Tuesday, August 21, 2012

Day 83- August 4

Sally Goes to Brooklyn

Al stayed home and rested and read.  Iced my knee.

By Sally

I had heard good things about the Brooklyn Art Museum, so I crossed the East River to explore it.

The museum is next to a subway stop. It has a plaza in front, large windows, and another large open area inside with a coffee stand. There were lots of people in both places. A much more welcoming place than the Metropolitan Museum. It's a smaller museum, with exhibits grouped by theme, rather than by period. This made my visit a bit difficult- I wanted to see paintings by Sargent because I had just read about him in The Greater Journey. In order to find his paintings, I had to go through all of the rooms with American paintings, and check the label on each painting that looked like it might have been painted by him.

This museum would be a greaet museum for a family outing.
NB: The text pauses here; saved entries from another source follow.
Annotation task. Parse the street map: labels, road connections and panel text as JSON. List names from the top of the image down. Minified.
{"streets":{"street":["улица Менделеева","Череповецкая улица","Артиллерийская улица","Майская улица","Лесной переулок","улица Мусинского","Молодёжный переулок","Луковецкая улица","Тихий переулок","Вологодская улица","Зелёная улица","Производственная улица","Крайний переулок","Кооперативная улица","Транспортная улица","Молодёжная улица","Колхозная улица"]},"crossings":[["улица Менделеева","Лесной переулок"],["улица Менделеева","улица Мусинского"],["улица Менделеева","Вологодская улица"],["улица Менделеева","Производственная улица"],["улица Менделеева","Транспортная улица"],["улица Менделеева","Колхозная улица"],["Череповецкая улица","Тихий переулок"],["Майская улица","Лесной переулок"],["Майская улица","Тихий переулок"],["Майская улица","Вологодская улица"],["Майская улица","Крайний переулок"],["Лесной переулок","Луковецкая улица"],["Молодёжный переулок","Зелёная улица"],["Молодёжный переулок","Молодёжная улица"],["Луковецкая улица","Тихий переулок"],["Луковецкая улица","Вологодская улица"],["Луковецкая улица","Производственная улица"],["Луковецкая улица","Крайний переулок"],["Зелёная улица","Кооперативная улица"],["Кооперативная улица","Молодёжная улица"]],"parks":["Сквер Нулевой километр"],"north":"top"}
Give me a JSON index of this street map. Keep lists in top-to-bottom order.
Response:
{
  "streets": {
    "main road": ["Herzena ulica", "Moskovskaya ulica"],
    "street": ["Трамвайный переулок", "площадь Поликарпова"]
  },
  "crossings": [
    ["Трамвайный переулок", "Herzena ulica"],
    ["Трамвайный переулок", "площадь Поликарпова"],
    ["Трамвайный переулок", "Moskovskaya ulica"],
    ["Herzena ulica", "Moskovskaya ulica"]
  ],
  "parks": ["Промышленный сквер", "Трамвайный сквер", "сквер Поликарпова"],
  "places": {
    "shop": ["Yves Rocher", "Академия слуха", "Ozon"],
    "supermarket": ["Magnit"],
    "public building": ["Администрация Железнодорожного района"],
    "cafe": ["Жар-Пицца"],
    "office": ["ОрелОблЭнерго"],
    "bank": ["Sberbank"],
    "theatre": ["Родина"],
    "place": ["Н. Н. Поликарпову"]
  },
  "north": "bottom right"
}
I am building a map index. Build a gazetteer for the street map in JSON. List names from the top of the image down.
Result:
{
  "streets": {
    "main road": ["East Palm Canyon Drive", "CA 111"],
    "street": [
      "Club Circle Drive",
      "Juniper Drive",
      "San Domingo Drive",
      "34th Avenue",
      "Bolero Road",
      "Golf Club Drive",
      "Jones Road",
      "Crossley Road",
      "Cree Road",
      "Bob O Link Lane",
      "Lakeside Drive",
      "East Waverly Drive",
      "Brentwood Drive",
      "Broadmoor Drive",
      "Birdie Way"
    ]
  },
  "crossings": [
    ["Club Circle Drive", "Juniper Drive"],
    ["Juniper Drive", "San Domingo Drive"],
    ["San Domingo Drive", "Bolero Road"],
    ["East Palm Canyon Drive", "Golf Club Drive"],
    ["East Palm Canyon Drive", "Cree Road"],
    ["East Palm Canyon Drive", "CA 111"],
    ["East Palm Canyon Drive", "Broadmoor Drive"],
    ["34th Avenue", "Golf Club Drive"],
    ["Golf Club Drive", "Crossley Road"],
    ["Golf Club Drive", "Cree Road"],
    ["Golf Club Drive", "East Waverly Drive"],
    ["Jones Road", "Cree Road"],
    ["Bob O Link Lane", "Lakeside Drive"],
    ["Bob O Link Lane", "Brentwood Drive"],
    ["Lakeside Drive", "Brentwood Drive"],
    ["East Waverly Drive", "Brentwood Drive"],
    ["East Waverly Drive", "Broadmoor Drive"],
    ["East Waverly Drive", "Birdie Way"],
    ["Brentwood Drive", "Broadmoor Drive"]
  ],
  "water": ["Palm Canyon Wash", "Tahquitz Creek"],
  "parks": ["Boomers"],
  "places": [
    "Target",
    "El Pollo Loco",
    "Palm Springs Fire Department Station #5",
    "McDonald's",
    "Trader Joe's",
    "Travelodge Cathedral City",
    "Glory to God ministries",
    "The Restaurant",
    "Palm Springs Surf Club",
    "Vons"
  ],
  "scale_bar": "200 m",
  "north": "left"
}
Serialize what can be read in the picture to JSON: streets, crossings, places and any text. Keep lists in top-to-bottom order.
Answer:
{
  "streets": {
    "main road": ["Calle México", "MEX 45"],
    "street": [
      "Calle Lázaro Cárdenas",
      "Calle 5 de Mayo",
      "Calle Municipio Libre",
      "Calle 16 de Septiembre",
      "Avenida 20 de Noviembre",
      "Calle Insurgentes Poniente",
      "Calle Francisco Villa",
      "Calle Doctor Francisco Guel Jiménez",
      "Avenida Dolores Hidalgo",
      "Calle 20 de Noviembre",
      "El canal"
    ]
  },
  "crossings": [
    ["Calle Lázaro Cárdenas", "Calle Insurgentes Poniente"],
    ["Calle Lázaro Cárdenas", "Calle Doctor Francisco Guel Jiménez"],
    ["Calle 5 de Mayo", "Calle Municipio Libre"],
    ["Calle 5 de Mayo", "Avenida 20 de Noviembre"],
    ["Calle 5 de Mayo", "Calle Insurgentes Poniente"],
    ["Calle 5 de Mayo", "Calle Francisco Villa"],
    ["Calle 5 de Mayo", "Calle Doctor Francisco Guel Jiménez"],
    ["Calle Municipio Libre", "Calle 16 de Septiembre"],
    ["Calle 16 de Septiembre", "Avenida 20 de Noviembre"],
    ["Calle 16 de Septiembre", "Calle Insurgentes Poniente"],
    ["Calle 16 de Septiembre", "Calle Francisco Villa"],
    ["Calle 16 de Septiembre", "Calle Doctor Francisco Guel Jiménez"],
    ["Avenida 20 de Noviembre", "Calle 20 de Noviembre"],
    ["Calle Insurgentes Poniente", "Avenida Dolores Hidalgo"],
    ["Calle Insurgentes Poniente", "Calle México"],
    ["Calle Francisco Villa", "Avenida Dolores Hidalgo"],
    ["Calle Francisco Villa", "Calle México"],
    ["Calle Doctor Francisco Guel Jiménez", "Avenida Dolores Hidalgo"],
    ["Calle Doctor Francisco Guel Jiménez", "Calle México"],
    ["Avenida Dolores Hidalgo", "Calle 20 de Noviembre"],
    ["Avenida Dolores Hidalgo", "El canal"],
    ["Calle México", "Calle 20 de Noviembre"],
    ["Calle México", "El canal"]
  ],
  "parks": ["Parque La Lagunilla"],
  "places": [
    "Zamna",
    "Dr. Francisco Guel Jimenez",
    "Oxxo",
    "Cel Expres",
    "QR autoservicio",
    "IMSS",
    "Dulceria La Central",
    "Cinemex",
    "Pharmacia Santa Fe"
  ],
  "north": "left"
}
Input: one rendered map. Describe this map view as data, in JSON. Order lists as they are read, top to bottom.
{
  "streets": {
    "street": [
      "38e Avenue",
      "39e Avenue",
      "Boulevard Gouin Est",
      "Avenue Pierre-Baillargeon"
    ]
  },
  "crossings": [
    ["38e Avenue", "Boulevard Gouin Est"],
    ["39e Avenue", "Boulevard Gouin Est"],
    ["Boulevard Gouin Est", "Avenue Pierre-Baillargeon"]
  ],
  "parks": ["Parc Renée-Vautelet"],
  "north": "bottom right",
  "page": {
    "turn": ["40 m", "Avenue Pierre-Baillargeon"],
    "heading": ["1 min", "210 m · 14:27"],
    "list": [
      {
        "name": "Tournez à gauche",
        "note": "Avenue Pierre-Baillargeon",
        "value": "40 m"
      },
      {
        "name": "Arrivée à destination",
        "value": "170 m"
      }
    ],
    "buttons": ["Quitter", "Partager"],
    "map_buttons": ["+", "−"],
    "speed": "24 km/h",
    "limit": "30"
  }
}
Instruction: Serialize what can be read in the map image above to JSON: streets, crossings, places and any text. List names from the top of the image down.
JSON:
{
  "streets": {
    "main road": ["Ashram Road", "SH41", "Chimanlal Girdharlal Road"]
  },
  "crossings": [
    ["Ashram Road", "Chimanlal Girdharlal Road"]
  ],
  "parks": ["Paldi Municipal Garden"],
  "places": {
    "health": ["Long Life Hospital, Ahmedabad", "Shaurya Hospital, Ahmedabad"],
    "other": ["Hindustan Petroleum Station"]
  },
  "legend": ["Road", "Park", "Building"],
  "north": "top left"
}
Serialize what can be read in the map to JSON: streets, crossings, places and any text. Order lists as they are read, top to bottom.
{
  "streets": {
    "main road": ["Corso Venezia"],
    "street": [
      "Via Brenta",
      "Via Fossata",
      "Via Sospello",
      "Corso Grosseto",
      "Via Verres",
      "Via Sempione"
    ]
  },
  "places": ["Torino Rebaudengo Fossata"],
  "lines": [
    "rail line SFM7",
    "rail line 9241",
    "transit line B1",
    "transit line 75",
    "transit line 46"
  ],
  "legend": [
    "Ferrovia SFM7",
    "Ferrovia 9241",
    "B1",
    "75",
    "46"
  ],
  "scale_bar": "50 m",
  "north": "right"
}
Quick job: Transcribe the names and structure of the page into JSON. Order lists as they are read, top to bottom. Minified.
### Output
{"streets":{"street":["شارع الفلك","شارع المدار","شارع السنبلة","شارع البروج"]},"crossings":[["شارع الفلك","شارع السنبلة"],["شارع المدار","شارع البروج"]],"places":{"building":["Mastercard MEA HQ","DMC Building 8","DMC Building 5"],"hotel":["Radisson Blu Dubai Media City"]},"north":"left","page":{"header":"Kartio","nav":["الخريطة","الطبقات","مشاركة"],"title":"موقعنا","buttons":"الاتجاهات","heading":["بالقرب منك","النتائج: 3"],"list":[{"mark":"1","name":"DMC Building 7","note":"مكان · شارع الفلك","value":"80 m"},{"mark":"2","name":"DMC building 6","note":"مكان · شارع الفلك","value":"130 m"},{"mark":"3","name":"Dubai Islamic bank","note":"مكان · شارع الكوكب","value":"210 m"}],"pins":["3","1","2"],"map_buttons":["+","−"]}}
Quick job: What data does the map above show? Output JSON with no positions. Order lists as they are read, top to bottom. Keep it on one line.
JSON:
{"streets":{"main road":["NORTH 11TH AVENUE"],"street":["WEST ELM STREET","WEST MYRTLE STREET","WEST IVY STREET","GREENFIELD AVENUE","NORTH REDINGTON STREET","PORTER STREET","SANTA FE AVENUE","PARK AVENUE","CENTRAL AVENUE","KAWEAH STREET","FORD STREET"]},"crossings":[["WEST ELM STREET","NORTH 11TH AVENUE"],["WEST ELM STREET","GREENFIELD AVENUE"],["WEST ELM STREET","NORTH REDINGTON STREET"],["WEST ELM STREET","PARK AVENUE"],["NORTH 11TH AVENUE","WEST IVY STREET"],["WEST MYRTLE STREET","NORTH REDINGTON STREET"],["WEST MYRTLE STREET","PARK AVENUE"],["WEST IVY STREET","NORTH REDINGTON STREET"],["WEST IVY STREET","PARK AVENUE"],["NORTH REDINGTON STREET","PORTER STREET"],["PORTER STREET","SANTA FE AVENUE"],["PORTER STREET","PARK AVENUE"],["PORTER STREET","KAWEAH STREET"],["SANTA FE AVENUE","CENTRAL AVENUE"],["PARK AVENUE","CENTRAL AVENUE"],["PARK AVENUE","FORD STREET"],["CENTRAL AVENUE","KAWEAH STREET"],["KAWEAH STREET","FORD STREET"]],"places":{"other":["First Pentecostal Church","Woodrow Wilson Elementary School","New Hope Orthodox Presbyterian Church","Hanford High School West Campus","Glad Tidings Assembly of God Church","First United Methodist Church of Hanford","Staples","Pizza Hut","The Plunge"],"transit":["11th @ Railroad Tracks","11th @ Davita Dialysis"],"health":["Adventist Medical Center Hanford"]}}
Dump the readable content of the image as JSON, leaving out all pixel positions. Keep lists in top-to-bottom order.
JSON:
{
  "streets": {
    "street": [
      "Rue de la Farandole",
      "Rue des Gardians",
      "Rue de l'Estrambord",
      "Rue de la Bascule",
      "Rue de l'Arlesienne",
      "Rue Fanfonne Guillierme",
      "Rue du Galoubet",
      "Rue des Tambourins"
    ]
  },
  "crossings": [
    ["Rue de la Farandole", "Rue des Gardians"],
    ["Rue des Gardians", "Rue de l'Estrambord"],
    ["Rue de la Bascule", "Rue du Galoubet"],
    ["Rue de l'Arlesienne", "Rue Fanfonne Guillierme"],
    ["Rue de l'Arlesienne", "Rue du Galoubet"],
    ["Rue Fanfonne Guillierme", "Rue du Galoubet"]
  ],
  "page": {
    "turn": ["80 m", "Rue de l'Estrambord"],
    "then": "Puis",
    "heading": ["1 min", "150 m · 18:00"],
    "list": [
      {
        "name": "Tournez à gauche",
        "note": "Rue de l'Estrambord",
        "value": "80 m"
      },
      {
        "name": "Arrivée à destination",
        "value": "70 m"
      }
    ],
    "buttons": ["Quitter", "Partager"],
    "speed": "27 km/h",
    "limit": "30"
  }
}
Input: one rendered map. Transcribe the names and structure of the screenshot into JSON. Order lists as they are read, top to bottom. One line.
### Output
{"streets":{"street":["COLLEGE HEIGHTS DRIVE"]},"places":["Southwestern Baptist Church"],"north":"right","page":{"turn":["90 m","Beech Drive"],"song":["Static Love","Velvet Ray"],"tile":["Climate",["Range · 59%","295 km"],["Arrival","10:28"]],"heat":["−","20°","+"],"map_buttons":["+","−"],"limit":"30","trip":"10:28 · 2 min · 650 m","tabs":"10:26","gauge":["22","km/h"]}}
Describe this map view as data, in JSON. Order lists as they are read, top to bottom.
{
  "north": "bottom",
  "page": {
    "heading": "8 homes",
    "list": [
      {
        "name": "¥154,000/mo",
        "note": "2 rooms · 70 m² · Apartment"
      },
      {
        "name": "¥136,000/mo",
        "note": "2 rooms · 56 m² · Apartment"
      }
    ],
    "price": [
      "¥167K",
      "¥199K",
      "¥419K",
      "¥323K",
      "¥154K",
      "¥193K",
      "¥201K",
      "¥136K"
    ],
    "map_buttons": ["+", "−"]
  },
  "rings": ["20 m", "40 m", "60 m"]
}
It doesn't have the pieces you would easily recognize that you see at the Met or the MOMA. It is 1/4 the size of the Met; second, the admission is much less; the food in the cafeteria is much cheaper; and the kids I saw there were enjoying themselves. It reminded me of the differences between the Minnesota Zoo and the Como Zoo.

The Museum is across the street from Prospect Park- I would have returned to the park for another visit if it weren't so hot.

I have posted a Gilbert Stewart painting of George Washington before.  I think he painted about eight of them altogether because people kept commissioning him to paint them.

These two paintings are by Singer, a 19th century American painter.  He studied in Paris, along with a lots of other Americans.  The stream reminds me of lots os streams in southern MN.

This mask was part of an exhibit of African masks.  I don't remember the country.  It was painted shortly after Elvis died.  It was used by the tribe as a teaching mask for their youth to teach the bad outcome of a life of drinking and drugs. 

This mask was from a tribe in which the women had the power and money.  The men made masks.  In the 70's the masks became quite marketable, and suddenly the men had money, and there was a shift in the power. 
This mask was HUGE.  It was worn only by strong men.